By altering her appearance, Katalin Ladik seeks to challenge patriarchal expectations associated with gendered bodies, while proposing diverse ways of embodying a body.
Katalin Ladik is a Hungarian artist and poet born in 1942 in Novi Sad (former Yugoslavia, now Serbia). A singular figure on the Eastern European art scene, she has established herself as a key voice in sound poetry, performance, and vocal experimentation.
Her work, at the crossroads of literature, theatre, music, and the visual arts, explores the power of the body and the voice as instruments of creation. In the 1960s and 1970s, she became known for radical performances combining poetry, screams, guttural singing, and vocal improvisation, breaking away from the traditional codes of both written and spoken poetry. Alongside her work as a performer, Katalin Ladik has published numerous poetry collections and collaborated with composers, stage directors, and visual artists. Her practice questions the boundaries between language and sound, between femininity and masculinity, and between tradition and modernity.
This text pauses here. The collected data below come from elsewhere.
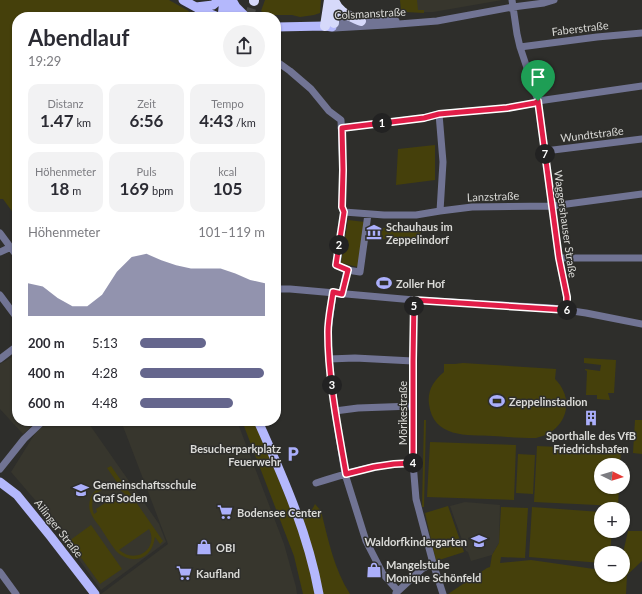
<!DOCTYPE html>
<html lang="de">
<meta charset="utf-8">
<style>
:root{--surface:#fff;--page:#f2f2f3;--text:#2b2b33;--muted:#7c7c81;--accent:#65668d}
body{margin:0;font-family:Lato,sans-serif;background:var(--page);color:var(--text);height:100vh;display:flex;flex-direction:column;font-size:15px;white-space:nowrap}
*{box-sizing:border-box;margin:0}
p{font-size:13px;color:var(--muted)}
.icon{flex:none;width:22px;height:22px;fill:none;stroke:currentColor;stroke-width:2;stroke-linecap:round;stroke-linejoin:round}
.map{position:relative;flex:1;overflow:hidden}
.panel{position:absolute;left:12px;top:12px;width:269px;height:414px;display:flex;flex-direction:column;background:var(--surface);border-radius:16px;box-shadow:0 1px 3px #0004}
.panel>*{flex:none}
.needle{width:26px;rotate:95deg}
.fabs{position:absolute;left:594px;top:458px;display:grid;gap:8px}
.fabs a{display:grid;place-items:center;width:36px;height:36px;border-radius:50%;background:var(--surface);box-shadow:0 1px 3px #0004;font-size:20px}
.pin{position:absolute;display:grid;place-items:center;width:34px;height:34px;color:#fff;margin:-41px -17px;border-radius:50% 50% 50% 0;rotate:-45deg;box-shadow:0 0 4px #0007}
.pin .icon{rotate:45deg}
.km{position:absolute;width:20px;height:20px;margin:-10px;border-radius:50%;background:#222;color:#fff;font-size:11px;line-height:20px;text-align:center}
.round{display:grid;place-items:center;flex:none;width:42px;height:42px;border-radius:21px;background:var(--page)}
.summary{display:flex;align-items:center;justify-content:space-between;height:68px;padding:0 16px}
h1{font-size:22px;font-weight:700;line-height:30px}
.metrics{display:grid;grid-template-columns:repeat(3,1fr);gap:6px;height:68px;padding:4px 16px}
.metrics div{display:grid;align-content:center;border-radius:10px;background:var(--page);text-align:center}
.metrics b{font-size:17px;font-weight:700}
.metrics small{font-size:11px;font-weight:400}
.metrics p{font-size:11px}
.chart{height:112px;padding:8px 16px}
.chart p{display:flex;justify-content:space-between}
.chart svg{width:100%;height:72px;margin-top:4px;fill:var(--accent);opacity:.7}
ul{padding:0 16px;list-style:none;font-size:13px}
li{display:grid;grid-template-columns:64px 48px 1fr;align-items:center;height:30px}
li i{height:10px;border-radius:5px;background:var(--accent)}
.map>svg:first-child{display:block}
.built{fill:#37362d}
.green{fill:#45400b;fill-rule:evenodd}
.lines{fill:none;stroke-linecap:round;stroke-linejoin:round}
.major-tunnel{stroke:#484845;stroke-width:9;stroke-dasharray:9 4.5;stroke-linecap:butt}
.minor{stroke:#717494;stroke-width:7}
.major{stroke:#b4b8fc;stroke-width:9}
.highway{stroke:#d6d9fa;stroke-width:10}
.route-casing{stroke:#fff;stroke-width:8}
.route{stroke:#e11d48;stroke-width:5}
.labels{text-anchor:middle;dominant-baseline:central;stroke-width:3;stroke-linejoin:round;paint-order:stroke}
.street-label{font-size:11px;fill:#dadad7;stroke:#2e2e2b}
.poi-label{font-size:11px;font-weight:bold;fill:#dadad7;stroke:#2e2e2b;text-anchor:start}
</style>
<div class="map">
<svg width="642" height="594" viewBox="0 0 642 594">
<rect width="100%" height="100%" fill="#2e2e2b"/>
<path class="built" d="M406,0H502L433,12H410Z
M14,356L17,359V421H38L23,434L0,409V364Z
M50,421H87L159,524L166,542L101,590L42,508L11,472L36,432Z
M121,421H237L284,544L296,587L297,594H101L168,544Z
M465,502L500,505L499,543L492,555L471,561L468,552L466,551L450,506Z"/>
<path class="green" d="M0,0H169L187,10L196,17H17V218L3,199H0Z
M265,0H321L320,13L314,15L300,17L292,15H268L261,11Z
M400,0H417L418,10H424V13L405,12L401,10Z
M435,145V180L396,185L398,149Z
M348,220L365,222L358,267L341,263Z
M421,227L420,239H378L380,228Z
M584,358L616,360L614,393H608L610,400L597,399V395H586L587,371L585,370V369L600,371L601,365L584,363Z
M463,363L556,369L555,379C577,401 565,432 536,438C522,438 507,437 493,436C467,435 433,438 429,404C427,391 434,380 444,372V364H455Z
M424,420H426L424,507H422Z
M635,420H642V454L633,453Z
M242,421H255L293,515L307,557L315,594H303L294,556Z
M430,442L516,445L514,500L427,497Z
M537,446L621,450L620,465H601V487H619L618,506L534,502Z
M518,454L535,455L533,494L516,493Z
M111,466L163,541L160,544L155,537C152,560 132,566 116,551C110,543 105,535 100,527C96,522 92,517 90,511C88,504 90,496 95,491C102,484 110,484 119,485L107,468ZM108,487C115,487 120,489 125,494L114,502L111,499L96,509L97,512L94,514C89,501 95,491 108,487ZM149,529C159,548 137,565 119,550Z
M315,504L321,511C328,539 334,569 350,594H323L303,520L304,515C310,514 312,510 315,504Z
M448,506L464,552L436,561L425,513Z
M501,507L528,508L525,558L501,557L500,563L531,560L601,570V575H623V553L628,531H642V561L627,575L626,594H448L487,568L490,567L492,555L499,543Z
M532,507L601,512V531H612L610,553H601V563L529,557Z
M91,525L122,569L100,584L69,541Z"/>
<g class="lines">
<path class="major-tunnel" d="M249,17L254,1"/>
<path class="minor" d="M512,0L517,34L520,47L538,101L559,258L567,297V310
M334,23L387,20L396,21
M334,28L386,25L437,21L513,7L544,3L554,0
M520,47L597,37L642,33
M276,61L290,71L311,89L329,111L341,120L343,170L342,207L344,212L337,265L347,270
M439,114L443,162L440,211
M341,128L424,118L439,114L507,108L535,103L538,101L642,86
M545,151L642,139
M344,212L384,215H416L440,211L472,207L552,206L642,194
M0,233L17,256
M0,252L11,247
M559,258H642
M276,289H290L414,300L552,308L586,313L642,324
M333,293L328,331L329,359L335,411L345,474L366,541L383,574L398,591
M342,293L347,270L360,272L368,214
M0,295L17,318
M414,300L413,361V463L416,499L433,563L443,594
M0,359L17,346
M329,359L355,358L413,361
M335,411L358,408L413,406
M0,469L24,439L43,421
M316,483C335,477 354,471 373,467C386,464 400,464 413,463
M0,572L16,594
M396,593L422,569L433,563"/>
<path class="major" d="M183,0L203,11L218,17
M232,0L236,7L246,17
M196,7L213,5L219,0
M222,17L224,0
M231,17L232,0
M276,27L325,26L332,27
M258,421C283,477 308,533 319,594
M0,482L17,495L51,537L95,594"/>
<path class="highway" d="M334,0C338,13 350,16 361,21
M254,1V0
M334,3V23
M325,26L329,0"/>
</g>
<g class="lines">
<defs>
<path id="route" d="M538,101L559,258L567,297V310L414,300L413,361V463L394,464L374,467L346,474C338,428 328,379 328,332C328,319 331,306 333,292L342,294L348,270L336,265L344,212L342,207L343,170L342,128L424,118L439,114L507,108L535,103Z"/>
</defs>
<use href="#route" class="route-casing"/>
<use href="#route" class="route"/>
</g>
<defs>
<symbol id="museum-bare" viewBox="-9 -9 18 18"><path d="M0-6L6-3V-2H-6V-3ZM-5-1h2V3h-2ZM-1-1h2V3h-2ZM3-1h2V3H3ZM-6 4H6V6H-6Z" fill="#abaffb" stroke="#2e2e2b" stroke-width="2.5" paint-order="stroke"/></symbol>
<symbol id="stadium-bare" viewBox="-9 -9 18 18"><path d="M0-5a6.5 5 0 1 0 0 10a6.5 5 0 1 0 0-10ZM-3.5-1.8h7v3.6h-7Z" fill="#abaffb" stroke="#2e2e2b" stroke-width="2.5" paint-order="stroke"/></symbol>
<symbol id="building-bare" viewBox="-9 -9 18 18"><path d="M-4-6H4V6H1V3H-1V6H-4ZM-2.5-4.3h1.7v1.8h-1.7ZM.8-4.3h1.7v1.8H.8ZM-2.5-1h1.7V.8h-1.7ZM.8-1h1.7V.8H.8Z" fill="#abaffb" stroke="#2e2e2b" stroke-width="2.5" paint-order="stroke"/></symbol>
<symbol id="parking-bare" viewBox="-9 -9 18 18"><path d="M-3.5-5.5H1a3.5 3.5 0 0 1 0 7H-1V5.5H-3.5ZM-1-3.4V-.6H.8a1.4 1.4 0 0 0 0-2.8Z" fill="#abaffb" stroke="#2e2e2b" stroke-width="2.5" paint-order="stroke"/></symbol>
<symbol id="school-bare" viewBox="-9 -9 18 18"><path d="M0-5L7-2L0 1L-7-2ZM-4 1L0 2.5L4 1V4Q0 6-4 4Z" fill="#abaffb" stroke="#2e2e2b" stroke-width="2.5" paint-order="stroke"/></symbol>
<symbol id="supermarket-bare" viewBox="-9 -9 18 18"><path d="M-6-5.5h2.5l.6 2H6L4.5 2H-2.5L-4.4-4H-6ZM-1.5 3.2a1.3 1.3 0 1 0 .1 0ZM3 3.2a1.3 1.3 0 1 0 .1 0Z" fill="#abaffb" stroke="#2e2e2b" stroke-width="2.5" paint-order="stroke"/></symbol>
<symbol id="shop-bare" viewBox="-9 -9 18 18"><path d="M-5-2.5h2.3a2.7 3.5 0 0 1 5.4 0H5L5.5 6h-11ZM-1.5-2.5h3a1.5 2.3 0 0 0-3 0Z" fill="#abaffb" stroke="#2e2e2b" stroke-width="2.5" paint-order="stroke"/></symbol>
</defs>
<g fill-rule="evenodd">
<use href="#museum-bare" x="363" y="221" width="22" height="22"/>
<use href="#stadium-bare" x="373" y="272" width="22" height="22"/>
<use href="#stadium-bare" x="486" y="390" width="22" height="22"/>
<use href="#building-bare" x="580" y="407" width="22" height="22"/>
<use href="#parking-bare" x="282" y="443" width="22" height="22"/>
<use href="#school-bare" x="70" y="479" width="22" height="22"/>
<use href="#supermarket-bare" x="214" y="501" width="22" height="22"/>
<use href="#school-bare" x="468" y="530" width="22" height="22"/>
<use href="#shop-bare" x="193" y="536" width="22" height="22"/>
<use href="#shop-bare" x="363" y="559" width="22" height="22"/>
<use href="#supermarket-bare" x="173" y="562" width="22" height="22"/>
</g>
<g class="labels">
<g class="street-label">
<text transform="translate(370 13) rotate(-3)">Colsmanstraße</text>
<text transform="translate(580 28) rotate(-7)">Faberstraße</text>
<text transform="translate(592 134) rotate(-7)">Wundtstraße</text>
<text transform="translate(493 196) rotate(-2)">Lanzstraße</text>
<text transform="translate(566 224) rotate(82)">Waggershauser Straße</text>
<text transform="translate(402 413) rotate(-90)">Mörikestraße</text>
<text transform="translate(59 528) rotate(52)">Ailinger Straße</text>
</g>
<g class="poi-label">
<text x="386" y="226">Schauhaus im<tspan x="386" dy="13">Zeppelindorf</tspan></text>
<text x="396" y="283">Zoller Hof</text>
<text x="509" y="401">Zeppelinstadion</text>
<text x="591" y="435" text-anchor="middle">Sporthalle des VfB<tspan x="591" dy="13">Friedrichshafen</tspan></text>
<text x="281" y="448" text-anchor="end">Besucherparkplatz<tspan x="281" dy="13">Feuerwehr</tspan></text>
<text x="93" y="484">Gemeinschaftsschule<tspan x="93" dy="13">Graf Soden</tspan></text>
<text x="237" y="512">Bodensee Center</text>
<text x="467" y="541" text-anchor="end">Waldorfkindergarten</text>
<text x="216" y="547">OBI</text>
<text x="386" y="564">Mangelstube<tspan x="386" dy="13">Monique Schönfeld</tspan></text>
<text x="196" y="573">Kaufland</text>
</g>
</g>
</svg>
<div class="fabs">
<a><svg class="needle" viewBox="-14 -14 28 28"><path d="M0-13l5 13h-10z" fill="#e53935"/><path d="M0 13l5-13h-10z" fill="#7c7c81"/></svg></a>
<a>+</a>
<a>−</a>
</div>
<div class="pin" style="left:538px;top:101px;background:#1e9e55"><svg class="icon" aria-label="arrive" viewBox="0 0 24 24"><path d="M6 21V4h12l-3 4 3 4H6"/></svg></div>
<b class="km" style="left:382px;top:123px">1</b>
<b class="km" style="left:339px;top:245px">2</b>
<b class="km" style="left:332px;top:385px">3</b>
<b class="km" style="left:413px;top:463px">4</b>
<b class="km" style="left:414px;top:306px">5</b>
<b class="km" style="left:567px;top:310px">6</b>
<b class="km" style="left:545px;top:154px">7</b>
<section class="panel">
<div class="summary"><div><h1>Abendlauf</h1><p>19:29</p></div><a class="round"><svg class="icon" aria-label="share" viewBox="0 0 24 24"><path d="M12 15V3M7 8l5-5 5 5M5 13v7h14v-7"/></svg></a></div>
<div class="metrics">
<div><p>Distanz</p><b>1.47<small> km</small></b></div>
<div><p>Zeit</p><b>6:56</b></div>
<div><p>Tempo</p><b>4:43<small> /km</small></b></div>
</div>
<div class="metrics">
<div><p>Höhenmeter</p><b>18<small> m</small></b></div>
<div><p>Puls</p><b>169<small> bpm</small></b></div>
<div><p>kcal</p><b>105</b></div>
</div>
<div class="chart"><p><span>Höhenmeter</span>101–119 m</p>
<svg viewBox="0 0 160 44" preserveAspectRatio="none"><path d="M0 44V24L10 26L20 33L30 38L40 38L50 31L60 17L70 8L80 6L90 10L100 13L110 15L120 15L130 15L140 18L150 22L160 24V44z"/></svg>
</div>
<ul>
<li><b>200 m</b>5:13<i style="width:53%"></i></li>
<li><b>400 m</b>4:28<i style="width:99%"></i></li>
<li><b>600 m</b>4:48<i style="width:74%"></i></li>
</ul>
</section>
</div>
Today, she is internationally recognized as a pioneer of sound and performance art, and her research continues to inspire new generations of artists. As such, Ladik’s photographs are not limited to archival documentation: they construct a singular visual language in which the body becomes both poem and site of resistance.
Her work has been exhibited worldwide, notably in retrospectives at the Museum of Contemporary Art in Vojvodina in Novi Sad in 2010 and at the Volksbank Gallery in Székesfehérvár in 2011, as part of documenta 14 in Athens in 2017, in major exhibitions at the Ludwig Forum in Aachen and the Haus der Kunst in Munich in 2023, as well as at the Moderna Museet in Stockholm in 2025.